Saved entries:
▼▼▼

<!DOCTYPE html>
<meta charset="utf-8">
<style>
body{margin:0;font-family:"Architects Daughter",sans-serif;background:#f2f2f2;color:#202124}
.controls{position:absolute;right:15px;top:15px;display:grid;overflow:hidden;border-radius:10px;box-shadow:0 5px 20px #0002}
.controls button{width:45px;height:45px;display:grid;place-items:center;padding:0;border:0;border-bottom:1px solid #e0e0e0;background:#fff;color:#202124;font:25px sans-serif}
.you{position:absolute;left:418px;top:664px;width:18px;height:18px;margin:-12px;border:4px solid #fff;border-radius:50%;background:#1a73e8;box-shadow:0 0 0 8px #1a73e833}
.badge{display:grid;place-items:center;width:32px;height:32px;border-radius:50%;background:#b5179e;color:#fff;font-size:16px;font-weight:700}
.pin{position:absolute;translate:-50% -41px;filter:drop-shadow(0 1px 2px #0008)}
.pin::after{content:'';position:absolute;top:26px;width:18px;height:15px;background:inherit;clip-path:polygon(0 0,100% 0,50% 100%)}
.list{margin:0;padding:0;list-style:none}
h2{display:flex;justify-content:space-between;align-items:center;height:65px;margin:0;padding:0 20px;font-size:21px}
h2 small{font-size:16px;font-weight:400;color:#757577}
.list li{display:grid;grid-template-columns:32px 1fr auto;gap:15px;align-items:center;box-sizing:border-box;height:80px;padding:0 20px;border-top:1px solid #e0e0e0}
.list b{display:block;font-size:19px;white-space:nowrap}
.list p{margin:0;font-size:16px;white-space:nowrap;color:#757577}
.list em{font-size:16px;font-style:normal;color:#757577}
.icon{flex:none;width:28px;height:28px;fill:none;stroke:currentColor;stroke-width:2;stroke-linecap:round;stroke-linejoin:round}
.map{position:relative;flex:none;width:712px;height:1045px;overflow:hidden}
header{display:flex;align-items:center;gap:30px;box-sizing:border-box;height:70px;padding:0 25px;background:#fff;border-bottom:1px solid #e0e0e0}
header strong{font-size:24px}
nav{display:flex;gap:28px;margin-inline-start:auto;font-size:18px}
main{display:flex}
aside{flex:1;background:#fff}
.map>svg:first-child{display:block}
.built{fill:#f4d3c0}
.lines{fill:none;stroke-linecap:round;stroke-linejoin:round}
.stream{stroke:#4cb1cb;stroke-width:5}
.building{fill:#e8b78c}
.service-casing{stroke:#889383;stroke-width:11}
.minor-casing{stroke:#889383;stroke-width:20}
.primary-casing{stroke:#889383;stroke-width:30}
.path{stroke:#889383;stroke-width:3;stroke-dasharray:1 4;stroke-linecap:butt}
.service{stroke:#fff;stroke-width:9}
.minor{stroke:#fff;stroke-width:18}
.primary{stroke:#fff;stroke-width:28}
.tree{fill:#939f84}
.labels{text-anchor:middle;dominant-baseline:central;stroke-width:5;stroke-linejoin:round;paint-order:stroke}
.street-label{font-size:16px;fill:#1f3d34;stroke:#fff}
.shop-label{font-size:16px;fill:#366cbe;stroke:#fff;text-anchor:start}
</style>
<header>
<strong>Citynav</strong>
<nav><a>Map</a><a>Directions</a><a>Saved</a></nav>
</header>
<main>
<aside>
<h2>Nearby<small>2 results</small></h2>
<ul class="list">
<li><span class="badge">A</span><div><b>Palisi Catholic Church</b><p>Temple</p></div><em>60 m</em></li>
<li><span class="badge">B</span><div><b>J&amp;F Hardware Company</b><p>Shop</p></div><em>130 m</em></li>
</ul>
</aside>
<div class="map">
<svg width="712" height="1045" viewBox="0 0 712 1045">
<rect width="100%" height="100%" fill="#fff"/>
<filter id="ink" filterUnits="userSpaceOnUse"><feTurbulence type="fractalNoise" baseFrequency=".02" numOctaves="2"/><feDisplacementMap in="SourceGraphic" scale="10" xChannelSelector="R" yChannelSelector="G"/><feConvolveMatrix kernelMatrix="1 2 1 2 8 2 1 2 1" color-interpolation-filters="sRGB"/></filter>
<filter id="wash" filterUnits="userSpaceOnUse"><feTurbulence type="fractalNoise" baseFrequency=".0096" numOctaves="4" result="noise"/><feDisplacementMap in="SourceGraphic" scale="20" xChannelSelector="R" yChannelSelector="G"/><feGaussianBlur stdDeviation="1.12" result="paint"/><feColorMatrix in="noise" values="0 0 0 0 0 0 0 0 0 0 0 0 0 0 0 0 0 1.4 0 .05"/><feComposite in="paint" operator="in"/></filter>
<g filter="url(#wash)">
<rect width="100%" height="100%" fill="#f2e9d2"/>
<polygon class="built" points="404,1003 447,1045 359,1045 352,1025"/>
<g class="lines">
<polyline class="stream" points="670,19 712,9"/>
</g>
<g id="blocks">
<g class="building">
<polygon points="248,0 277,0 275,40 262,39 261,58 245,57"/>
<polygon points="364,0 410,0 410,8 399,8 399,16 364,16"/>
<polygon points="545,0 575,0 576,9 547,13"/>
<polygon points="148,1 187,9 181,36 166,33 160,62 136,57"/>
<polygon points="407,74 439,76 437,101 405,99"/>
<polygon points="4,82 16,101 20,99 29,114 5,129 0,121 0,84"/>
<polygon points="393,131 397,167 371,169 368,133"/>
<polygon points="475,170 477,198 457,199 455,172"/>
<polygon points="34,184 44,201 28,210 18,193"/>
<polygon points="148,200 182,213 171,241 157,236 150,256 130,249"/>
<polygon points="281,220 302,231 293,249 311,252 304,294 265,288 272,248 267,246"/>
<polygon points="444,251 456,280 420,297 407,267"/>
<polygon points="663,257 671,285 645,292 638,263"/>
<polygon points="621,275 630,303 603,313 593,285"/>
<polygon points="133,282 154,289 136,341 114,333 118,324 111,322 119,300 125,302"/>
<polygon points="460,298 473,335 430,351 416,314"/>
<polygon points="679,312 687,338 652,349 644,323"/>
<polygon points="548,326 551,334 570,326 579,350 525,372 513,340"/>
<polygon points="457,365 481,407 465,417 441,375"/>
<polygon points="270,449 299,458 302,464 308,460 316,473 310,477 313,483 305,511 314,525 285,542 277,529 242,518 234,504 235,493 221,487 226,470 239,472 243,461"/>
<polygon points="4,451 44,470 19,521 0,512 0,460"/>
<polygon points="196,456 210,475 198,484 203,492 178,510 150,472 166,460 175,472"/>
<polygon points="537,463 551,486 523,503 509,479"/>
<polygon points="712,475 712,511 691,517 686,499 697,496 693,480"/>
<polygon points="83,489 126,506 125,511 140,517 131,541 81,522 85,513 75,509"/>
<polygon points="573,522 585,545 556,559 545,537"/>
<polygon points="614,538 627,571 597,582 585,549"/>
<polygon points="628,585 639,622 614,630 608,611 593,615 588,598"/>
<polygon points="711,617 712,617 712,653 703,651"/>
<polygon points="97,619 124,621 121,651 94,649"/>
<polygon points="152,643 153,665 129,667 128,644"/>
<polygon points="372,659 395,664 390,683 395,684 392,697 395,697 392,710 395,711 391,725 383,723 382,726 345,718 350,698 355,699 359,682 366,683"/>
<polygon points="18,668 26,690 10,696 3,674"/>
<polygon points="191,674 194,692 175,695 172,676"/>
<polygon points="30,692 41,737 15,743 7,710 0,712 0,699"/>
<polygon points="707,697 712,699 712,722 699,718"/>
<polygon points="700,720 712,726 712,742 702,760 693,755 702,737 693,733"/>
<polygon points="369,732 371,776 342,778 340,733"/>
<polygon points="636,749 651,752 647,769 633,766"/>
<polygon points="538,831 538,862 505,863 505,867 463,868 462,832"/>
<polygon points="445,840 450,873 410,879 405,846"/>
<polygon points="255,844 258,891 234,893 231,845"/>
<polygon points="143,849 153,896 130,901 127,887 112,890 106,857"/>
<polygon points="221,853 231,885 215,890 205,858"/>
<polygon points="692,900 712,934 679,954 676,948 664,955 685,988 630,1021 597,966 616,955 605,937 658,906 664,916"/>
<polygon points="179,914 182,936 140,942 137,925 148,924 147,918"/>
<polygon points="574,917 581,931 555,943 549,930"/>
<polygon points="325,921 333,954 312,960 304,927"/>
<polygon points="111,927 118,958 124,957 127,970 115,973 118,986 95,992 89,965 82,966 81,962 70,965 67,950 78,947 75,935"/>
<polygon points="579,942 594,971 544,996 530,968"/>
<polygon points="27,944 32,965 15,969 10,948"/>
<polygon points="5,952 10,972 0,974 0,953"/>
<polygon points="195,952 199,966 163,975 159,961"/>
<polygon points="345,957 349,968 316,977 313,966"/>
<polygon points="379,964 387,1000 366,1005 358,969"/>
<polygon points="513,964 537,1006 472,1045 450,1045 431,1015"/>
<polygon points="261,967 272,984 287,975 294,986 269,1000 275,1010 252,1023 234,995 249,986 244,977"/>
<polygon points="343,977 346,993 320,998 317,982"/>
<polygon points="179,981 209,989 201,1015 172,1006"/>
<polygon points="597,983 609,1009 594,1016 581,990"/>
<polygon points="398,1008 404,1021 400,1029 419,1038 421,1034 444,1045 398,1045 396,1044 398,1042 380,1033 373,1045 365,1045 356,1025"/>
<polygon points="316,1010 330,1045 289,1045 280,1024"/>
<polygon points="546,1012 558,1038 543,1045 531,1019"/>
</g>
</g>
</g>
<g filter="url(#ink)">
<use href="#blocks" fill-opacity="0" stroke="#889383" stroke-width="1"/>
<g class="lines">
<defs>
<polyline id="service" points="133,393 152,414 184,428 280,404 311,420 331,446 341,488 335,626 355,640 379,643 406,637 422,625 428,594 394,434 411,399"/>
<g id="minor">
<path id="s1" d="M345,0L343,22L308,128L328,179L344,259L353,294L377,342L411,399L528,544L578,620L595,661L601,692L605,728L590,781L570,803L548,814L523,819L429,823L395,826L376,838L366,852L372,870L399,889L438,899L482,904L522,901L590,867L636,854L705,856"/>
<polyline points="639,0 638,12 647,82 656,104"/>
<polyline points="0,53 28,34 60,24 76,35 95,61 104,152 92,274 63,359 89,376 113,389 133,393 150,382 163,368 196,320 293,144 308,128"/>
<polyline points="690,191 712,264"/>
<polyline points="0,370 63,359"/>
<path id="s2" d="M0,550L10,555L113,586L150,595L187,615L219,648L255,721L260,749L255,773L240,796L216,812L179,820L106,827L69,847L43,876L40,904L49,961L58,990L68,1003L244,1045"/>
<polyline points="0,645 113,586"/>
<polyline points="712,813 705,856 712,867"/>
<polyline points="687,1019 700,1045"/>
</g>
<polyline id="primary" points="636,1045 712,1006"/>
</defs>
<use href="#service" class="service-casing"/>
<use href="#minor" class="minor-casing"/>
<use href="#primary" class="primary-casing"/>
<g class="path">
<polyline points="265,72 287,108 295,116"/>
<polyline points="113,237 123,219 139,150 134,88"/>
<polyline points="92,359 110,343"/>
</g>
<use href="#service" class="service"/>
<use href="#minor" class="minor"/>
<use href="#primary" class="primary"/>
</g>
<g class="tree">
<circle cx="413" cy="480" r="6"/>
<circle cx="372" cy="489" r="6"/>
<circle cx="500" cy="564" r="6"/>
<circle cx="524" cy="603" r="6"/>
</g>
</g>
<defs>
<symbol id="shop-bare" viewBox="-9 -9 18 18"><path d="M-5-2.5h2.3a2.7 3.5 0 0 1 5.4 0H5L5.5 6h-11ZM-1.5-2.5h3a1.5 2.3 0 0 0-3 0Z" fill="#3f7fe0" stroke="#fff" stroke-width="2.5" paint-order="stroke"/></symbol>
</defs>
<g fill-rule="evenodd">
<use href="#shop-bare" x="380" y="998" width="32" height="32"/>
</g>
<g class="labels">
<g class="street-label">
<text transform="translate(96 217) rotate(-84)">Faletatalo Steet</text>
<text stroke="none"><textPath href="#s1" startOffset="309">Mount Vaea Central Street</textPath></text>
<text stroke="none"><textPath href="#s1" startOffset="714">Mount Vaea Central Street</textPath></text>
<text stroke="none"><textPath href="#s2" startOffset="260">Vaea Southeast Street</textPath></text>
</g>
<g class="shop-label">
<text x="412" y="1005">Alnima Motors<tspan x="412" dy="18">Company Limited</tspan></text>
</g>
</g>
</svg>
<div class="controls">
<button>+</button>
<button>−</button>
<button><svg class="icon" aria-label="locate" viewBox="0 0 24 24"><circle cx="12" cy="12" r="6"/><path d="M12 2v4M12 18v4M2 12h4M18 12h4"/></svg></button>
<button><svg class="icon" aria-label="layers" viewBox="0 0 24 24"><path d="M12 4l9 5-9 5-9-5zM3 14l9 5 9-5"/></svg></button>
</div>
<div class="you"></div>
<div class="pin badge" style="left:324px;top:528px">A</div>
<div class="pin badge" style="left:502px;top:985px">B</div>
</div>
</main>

▲▲▲

Find the word "nowrap" in the records and pull out each line that has it.

### Finished exercise
.list b{display:block;font-size:19px;white-space:nowrap}
.list p{margin:0;font-size:16px;white-space:nowrap;color:#757577}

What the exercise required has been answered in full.